Exercise data —
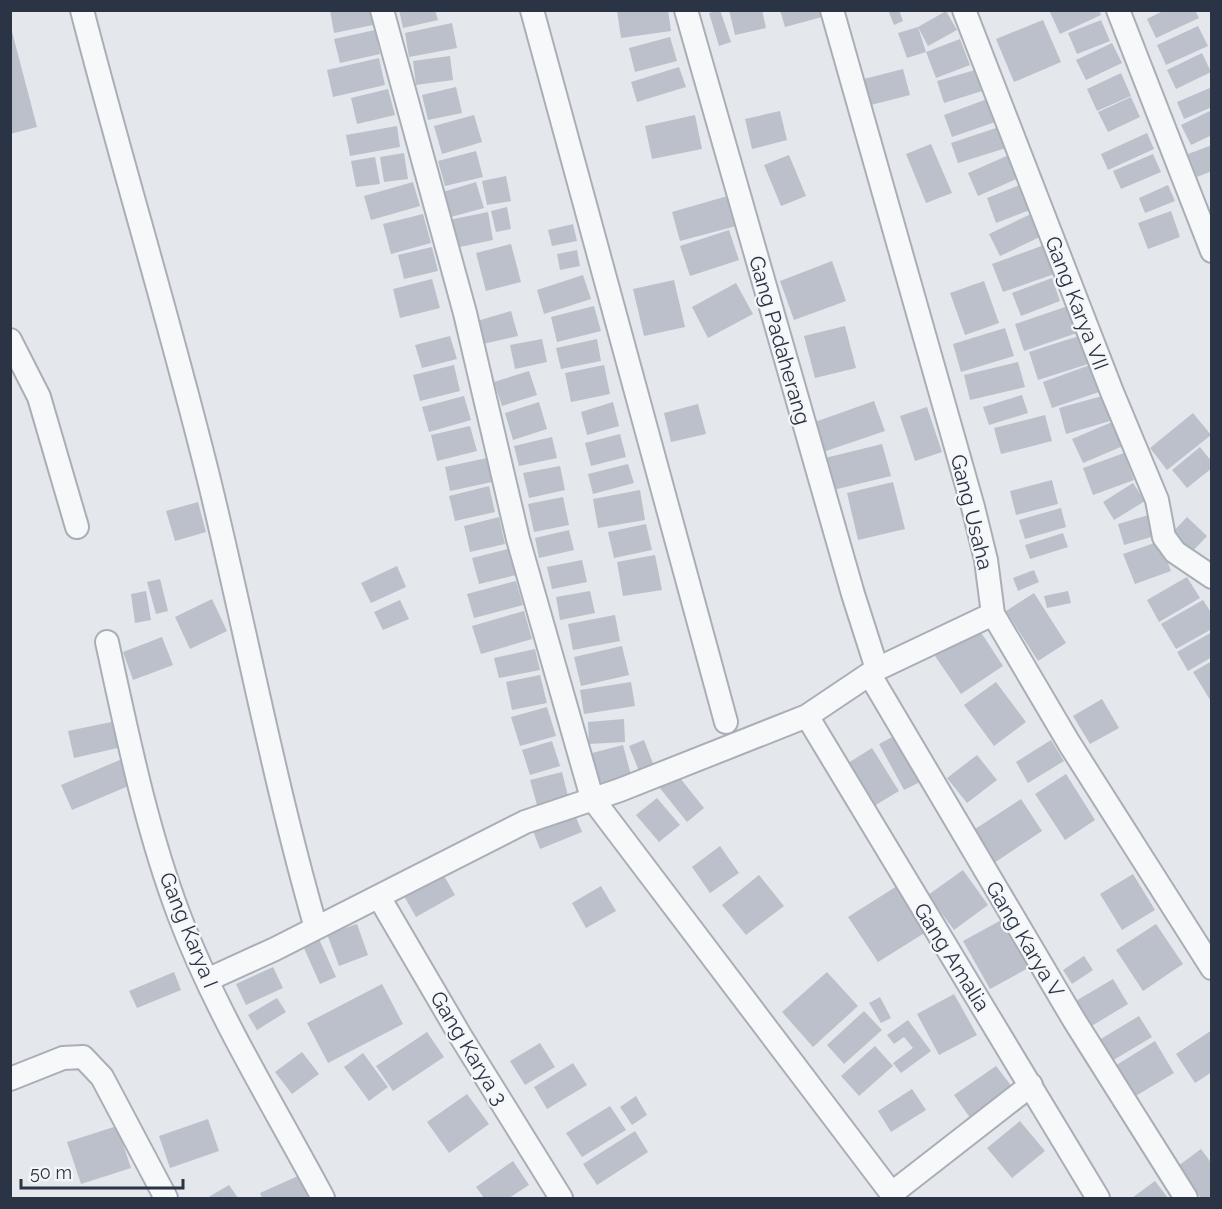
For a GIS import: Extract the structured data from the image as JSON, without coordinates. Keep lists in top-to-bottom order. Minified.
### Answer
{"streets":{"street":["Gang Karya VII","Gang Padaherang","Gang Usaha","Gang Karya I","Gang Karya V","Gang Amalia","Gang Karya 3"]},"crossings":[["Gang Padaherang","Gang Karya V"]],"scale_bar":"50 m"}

Your task — When you write out the material, keep every line exact and leave out each picture.

Response to this task —
For a GIS import: Extract the structured data from the image as JSON, without coordinates. Keep lists in top-to-bottom order. Minified.
### Answer
{"streets":{"street":["Gang Karya VII","Gang Padaherang","Gang Usaha","Gang Karya I","Gang Karya V","Gang Amalia","Gang Karya 3"]},"crossings":[["Gang Padaherang","Gang Karya V"]],"scale_bar":"50 m"}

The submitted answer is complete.